I'm new to woodworking so hopefully this question falls within this exchanges guidelines, please advise if not.

I'm trying to drill the screw below into plywood as shown in the photo: enter image description here

There will be a block of wood in the slot in the above photo that I worry will split if I don't drill a pilot hole first. The only issue is that my drill bit is not long enough to make it all the way through. As shown below: enter image description here

So I realized that I need to buy a new drill bit but I am struggling even to do that. My drill (shown below) seems to only accept hex shaped drill bits which drastically limits my selection. enter image description here

These are the screws I'm trying to drill, they are 12 x 3 inches long, shown below: enter image description here

Why are the screws listed as size 12 but all drill bits are listed as fractions as shown here? How am I supposed to know what size is correct? And moreover, how can I tell if the length of the bits are at least 3 inches none of the packaging seems to list length, only the size as a fraction. :

enter image description here

To complicate matters, I want the screw to be perfectly flush so I believe I need a countersink to do that properly, I've been looking at the countersinks below I can't tell if the bits are at least 3 inches or whether the width is correct. enter image description here

I am totally overwhelmed at this point - which drill bit should I be using?

  • 1
    That's not a drill, that's an impact driver that people just happen to make drill bits for. Commented Oct 26, 2018 at 9:50
  • 1
    @ratchetfreak judging by the clutch settings, it's probably a drill driver and not an impact driver. DeWalt (and some other companies) makes hex chuck drill drivers, mostly in the 12V product range.
    – Eli Iser
    Commented Oct 26, 2018 at 12:19
  • Well-asked Question. Two previous Q&As you might like to read that will help in the future, Which type of drill bit for which jobs? and How can you make a regular screw into a self tapping screw?
    – Graphus
    Commented Oct 26, 2018 at 15:26
  • Here is some information about screw sizing: diy.stackexchange.com/questions/13824/… . Basically, they're measured in gauge instead of size because there's a lot of sizes close together, so just measuring the major diameter would be error-prone.
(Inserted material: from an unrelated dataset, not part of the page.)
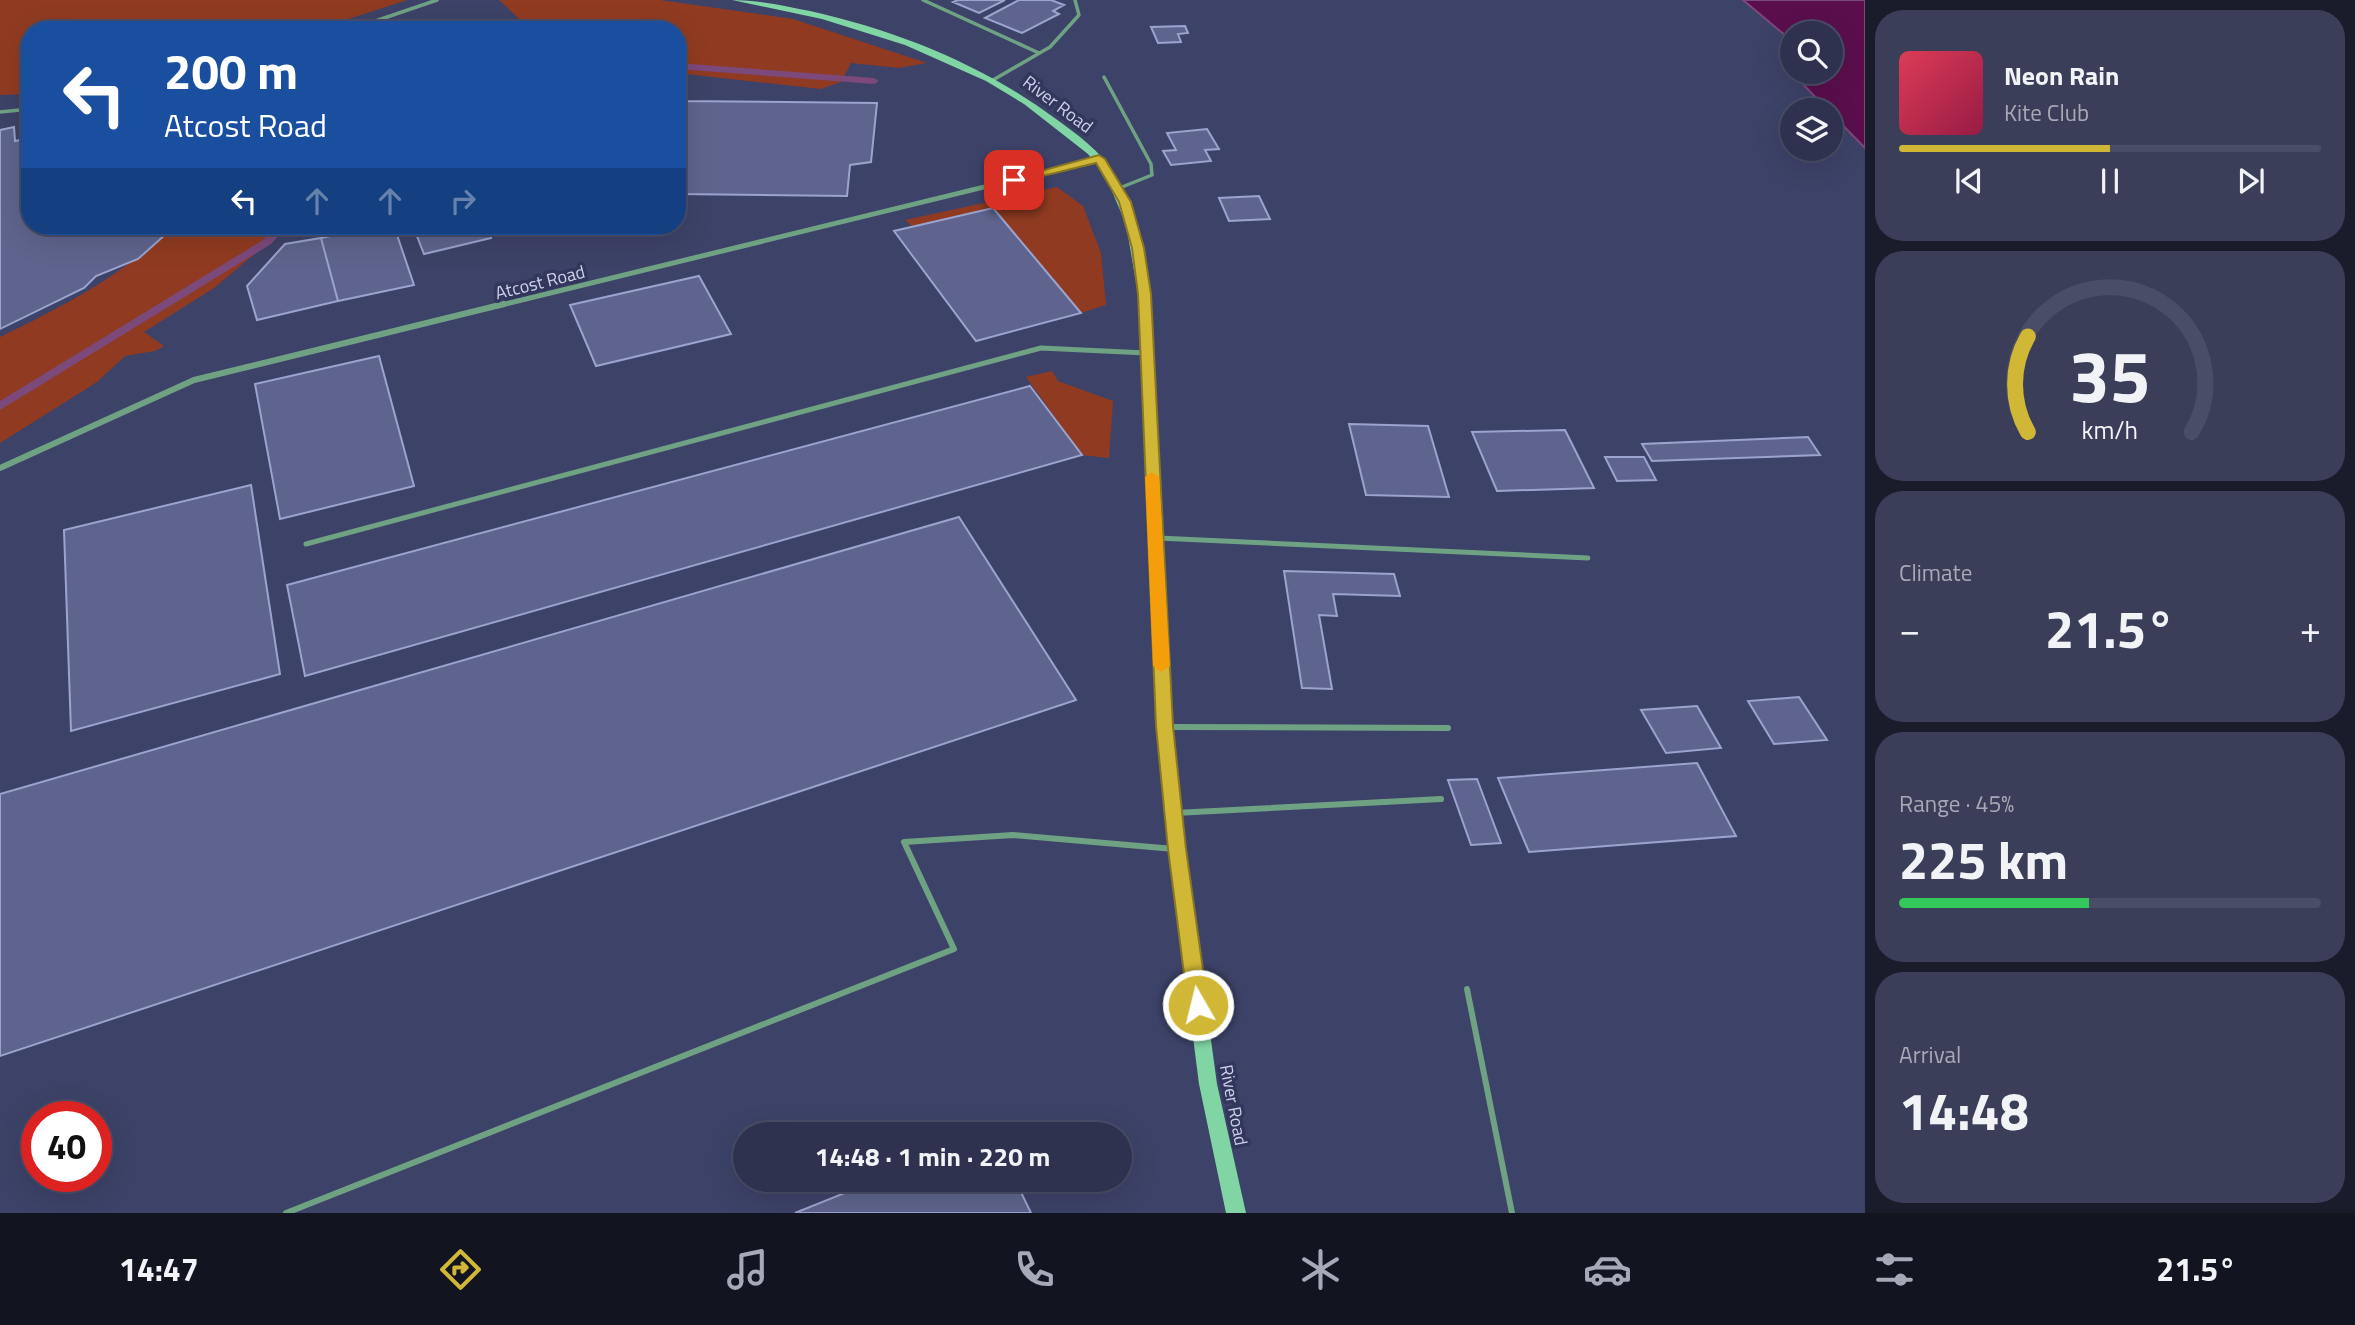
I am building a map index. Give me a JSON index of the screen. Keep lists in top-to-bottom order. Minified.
{"streets":{"street":["River Road","Atcost Road"]},"crossings":[["River Road","Atcost Road"]],"page":{"turn":["200 m","Atcost Road"],"song":["Neon Rain","Kite Club"],"tile":["Climate",["Range · 45%","225 km"],["Arrival","14:48"]],"heat":["−","21.5°","+"],"limit":"40","trip":"14:48 · 1 min · 220 m","tabs":["14:47","21.5°"],"gauge":["35","km/h"]}}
Commented Oct 26, 2018 at 16:05
  • It is definitely a drill not an impact driver. It doesn't make the same noise as impact drivers do. Just a weird drill
    – Matt
    Commented Oct 26, 2018 at 16:13

1 Answer 1


The tapered bits are the proper bit for that process. You can by (and most do) with just using a properly sized standard drill bit.

Here is a chart for screw size vs bit size based on the type of wood you are drilling into: Wood Screw Pilot Hole Sizes

The standard bits are more useful overall, so if you don't want to spend the money now on the tapered bits, just get the first set you linked and use those.

Regarding your drill. You will almost certainly want to invest in a drill with a standard chuck at some point. A standard three jaw chuck supports more bit sizes, and will have less runout (wobble in the bit that causes the hole to enlarge).

  • Do you know if the tapered bits are long enough? I can't see anywhere that indicates whether the one I need (I believe the #10) is at least 3 inches
    – Matt
    Commented Oct 26, 2018 at 16:12
  • They are probably long enough to do the job. You are not as likely to split the wood once you are in a ways. Alternatively, you could use some better screws (SPAX or GRK) that have a limited self-drilling tip.
    – LeeG
    Commented Oct 26, 2018 at 16:24
  • 1
    I just got home and measured my set. It looks like if you remove the counter sink head, you could drill up to 2 1/4" with the #10 taper bit.